DESCRIPTION OF THE TASK: What is the number of lines in the records below holding the string "buttons"? Reply with it and nothing else.
====
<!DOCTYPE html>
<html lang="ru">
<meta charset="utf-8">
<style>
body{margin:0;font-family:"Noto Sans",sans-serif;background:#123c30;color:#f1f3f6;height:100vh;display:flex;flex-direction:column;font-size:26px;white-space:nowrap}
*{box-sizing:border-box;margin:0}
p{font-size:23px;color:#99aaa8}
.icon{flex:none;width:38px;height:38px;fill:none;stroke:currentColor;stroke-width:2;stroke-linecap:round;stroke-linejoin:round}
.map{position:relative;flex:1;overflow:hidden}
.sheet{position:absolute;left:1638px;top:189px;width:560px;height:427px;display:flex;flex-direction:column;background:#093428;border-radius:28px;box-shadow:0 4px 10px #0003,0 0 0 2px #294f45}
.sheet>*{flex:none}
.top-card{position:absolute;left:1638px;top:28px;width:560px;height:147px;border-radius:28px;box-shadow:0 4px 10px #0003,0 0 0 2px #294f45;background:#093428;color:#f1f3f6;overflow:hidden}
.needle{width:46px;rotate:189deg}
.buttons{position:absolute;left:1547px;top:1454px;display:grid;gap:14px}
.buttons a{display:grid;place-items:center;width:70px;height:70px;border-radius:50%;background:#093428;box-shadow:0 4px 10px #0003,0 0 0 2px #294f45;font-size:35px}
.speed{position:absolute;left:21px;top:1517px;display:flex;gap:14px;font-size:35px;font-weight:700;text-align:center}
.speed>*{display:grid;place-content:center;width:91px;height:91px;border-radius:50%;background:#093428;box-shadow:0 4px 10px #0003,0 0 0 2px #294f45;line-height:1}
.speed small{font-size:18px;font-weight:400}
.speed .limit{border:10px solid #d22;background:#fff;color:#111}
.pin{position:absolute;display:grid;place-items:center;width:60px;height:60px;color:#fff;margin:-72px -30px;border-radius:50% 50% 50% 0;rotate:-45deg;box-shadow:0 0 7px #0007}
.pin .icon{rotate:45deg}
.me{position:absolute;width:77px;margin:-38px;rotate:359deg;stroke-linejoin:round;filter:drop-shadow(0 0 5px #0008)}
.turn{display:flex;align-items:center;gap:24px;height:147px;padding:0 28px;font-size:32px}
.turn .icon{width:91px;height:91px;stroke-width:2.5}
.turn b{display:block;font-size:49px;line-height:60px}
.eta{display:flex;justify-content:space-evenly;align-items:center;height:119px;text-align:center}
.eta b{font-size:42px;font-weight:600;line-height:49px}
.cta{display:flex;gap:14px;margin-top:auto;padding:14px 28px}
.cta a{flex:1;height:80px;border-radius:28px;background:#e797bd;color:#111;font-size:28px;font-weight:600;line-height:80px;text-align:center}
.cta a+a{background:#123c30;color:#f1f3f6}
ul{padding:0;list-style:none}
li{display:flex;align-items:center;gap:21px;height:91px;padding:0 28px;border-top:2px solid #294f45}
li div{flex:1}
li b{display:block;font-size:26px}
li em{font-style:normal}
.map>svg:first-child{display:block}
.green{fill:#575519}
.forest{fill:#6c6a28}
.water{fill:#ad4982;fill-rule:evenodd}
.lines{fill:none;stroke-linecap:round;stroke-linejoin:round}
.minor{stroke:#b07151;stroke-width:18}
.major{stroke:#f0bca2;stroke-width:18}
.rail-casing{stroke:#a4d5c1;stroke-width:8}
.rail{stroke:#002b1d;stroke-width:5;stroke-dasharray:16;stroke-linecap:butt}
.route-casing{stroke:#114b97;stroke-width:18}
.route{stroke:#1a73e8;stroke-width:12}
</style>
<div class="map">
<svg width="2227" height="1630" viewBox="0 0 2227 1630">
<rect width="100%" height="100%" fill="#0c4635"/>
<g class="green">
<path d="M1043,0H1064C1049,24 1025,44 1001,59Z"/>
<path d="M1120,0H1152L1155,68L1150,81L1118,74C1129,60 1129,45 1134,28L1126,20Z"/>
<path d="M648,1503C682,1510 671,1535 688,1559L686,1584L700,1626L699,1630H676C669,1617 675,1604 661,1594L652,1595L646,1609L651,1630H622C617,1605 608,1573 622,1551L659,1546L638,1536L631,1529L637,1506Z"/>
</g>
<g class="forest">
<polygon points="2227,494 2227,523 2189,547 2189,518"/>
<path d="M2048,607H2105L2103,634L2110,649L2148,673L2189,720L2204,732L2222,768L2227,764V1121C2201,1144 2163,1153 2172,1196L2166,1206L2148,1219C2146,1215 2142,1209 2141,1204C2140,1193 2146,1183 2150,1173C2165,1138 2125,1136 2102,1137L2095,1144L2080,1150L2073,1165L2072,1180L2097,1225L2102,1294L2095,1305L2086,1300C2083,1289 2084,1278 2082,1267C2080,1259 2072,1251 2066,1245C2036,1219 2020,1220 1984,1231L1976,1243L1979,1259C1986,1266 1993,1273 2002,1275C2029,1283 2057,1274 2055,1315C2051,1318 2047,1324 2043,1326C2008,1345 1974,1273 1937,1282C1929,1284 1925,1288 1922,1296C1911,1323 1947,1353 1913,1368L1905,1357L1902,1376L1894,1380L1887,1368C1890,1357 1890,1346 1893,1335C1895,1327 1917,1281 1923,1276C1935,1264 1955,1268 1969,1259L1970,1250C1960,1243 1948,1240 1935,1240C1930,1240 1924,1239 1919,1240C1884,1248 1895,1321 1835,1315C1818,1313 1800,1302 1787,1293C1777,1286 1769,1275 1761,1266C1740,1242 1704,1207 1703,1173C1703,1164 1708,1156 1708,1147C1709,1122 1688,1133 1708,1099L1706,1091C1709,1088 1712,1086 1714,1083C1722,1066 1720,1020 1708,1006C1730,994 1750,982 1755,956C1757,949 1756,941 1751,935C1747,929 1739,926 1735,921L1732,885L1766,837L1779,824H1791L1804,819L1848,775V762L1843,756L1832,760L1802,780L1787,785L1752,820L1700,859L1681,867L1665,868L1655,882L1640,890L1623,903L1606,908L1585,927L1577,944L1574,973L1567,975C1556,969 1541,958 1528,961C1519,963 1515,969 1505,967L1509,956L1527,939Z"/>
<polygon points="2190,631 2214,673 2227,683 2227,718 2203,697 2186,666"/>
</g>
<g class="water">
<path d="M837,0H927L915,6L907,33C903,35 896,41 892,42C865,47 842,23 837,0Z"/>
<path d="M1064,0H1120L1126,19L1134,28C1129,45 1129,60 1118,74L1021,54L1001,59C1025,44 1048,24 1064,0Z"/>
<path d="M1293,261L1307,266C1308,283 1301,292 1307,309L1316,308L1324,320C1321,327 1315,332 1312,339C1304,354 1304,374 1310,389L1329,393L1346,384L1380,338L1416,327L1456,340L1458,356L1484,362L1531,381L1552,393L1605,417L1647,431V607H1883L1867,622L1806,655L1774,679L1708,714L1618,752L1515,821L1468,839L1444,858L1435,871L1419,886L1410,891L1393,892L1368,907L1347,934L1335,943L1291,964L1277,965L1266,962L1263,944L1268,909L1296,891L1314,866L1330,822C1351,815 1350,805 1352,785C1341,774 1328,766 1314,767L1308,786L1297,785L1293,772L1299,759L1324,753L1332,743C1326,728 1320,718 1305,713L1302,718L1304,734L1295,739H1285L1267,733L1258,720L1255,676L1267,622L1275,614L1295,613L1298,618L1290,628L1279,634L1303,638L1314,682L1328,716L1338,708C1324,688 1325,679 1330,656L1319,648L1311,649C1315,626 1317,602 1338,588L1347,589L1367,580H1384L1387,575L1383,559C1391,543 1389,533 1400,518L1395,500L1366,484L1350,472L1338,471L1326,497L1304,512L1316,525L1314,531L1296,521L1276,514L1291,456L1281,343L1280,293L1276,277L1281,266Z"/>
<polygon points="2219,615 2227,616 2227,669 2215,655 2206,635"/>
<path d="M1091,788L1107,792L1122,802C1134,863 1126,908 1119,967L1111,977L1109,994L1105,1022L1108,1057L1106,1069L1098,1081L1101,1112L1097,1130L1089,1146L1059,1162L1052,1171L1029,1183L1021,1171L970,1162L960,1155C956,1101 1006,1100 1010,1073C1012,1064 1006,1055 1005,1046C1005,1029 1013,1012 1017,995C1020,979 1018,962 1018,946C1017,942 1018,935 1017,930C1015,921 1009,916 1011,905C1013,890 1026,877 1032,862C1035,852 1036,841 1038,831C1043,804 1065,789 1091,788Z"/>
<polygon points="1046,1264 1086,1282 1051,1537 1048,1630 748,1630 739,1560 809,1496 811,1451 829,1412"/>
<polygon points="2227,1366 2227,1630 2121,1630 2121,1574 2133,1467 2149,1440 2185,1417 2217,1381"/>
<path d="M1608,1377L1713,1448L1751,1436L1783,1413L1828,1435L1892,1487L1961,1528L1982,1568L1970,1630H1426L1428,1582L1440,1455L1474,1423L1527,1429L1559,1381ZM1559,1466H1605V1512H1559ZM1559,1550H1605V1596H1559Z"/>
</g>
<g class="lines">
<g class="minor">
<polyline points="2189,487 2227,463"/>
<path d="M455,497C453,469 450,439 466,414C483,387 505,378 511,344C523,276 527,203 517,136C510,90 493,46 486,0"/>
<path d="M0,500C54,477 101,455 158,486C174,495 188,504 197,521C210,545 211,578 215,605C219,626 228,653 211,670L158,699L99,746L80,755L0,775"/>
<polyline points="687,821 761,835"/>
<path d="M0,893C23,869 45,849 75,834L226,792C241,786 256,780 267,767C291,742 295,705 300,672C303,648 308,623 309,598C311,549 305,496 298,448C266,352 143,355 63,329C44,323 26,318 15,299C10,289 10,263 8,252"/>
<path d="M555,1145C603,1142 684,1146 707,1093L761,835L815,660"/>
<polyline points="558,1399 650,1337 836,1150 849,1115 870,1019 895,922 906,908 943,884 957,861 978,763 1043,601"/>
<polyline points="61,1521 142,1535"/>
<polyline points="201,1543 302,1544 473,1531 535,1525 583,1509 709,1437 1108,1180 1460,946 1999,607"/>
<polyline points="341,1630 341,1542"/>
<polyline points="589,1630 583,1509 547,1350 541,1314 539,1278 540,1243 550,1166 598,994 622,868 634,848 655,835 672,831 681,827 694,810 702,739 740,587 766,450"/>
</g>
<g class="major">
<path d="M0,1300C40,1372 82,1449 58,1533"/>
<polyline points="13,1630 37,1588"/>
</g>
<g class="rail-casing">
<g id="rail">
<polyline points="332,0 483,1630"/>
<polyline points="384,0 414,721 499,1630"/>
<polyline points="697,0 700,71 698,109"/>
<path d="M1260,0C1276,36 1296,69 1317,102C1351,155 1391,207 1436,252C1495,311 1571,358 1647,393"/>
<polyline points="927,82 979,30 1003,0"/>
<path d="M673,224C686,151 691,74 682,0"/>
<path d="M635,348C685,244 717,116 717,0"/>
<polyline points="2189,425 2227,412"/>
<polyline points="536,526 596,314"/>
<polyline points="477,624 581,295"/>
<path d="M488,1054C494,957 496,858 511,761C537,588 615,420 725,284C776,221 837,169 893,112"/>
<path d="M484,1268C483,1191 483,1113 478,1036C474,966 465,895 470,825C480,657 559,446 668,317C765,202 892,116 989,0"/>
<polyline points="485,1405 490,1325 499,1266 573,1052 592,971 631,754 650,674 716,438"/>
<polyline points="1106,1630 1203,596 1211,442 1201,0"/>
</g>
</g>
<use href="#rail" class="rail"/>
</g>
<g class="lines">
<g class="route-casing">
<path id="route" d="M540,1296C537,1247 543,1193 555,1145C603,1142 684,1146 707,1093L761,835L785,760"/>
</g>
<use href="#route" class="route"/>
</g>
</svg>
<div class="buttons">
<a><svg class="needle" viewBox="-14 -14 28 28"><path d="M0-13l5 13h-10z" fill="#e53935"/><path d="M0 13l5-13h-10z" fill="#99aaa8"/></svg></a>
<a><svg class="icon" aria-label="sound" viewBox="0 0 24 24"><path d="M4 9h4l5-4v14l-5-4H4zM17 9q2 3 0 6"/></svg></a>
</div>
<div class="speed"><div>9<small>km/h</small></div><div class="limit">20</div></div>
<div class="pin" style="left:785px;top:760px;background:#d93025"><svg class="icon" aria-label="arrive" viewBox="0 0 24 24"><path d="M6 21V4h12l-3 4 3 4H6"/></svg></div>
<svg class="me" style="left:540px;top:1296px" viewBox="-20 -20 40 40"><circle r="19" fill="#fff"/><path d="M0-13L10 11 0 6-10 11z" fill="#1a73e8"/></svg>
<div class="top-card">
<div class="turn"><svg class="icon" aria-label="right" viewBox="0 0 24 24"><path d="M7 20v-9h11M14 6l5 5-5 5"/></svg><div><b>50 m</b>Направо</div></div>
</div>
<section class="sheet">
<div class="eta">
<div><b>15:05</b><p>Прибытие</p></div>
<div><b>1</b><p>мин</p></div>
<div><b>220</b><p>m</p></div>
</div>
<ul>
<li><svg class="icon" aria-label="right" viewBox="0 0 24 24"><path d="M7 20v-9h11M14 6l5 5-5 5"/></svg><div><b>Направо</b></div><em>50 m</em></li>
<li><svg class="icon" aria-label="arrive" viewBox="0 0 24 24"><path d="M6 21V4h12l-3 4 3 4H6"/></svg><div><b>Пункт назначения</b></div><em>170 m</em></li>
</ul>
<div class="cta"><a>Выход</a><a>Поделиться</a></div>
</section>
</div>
====
REPLY: 3